Given records Block Start

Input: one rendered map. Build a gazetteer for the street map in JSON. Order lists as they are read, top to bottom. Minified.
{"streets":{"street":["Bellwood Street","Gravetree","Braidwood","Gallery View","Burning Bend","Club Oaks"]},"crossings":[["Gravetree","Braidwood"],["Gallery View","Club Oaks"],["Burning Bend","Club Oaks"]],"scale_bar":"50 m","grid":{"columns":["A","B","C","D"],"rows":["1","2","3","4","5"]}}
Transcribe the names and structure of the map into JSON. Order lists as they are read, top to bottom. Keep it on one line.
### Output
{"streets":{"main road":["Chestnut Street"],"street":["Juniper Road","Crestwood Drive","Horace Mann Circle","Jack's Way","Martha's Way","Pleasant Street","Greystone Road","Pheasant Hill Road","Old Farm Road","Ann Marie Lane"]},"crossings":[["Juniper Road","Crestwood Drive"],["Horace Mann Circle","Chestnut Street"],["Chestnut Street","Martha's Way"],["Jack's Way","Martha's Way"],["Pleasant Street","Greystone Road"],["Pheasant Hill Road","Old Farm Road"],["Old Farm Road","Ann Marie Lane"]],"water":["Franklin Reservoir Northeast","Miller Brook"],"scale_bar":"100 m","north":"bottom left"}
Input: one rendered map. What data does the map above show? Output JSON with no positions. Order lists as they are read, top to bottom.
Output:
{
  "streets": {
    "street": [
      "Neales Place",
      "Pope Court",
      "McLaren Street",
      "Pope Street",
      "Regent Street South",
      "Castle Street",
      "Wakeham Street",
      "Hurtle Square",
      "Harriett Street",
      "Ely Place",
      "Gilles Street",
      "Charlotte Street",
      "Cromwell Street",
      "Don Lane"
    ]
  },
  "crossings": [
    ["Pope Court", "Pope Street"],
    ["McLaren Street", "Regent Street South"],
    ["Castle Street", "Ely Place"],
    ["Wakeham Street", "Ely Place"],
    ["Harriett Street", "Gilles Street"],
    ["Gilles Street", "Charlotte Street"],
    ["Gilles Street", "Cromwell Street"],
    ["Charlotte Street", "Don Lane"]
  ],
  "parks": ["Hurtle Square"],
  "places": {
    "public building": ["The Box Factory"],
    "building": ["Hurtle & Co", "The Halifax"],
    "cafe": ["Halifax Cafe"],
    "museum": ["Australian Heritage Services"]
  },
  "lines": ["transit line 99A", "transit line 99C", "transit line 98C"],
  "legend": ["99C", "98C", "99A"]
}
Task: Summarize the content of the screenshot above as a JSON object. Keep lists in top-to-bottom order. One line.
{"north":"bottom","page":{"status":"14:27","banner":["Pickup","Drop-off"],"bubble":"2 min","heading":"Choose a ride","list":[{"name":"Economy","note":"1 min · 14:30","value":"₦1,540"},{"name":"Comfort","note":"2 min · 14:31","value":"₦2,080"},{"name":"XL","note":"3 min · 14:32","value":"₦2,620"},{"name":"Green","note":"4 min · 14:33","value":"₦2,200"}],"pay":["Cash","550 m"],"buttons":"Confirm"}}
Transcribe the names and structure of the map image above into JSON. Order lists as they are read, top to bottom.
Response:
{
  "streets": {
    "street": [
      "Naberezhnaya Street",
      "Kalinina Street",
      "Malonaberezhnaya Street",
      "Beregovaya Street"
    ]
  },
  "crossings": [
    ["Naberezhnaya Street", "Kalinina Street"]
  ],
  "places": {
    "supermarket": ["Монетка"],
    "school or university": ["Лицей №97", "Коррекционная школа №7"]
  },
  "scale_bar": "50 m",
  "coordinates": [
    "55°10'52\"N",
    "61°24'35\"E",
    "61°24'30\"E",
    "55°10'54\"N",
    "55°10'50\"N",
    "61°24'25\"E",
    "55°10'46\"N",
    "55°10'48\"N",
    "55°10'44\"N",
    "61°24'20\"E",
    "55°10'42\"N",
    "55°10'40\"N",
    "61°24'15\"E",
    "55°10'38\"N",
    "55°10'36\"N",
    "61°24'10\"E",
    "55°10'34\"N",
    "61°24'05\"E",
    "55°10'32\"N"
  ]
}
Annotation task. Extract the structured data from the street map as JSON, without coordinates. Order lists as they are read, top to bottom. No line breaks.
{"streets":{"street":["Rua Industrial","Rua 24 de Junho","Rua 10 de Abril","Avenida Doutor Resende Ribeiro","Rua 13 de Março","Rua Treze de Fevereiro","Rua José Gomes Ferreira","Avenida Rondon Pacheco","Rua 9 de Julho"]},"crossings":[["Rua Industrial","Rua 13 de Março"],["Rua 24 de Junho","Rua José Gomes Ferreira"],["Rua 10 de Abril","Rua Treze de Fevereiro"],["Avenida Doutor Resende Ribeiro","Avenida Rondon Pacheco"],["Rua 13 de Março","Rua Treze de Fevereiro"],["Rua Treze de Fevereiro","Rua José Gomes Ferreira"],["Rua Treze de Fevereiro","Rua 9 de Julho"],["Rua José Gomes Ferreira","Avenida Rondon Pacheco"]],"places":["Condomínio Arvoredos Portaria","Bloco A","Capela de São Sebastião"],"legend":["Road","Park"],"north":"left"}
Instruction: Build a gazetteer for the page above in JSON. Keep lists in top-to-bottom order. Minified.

Given records Block End

[What you should do] Report all lines of the data that include the word "Transcribe".

[Response]
Transcribe the names and structure of the map into JSON. Order lists as they are read, top to bottom. Keep it on one line.
Transcribe the names and structure of the map image above into JSON. Order lists as they are read, top to bottom.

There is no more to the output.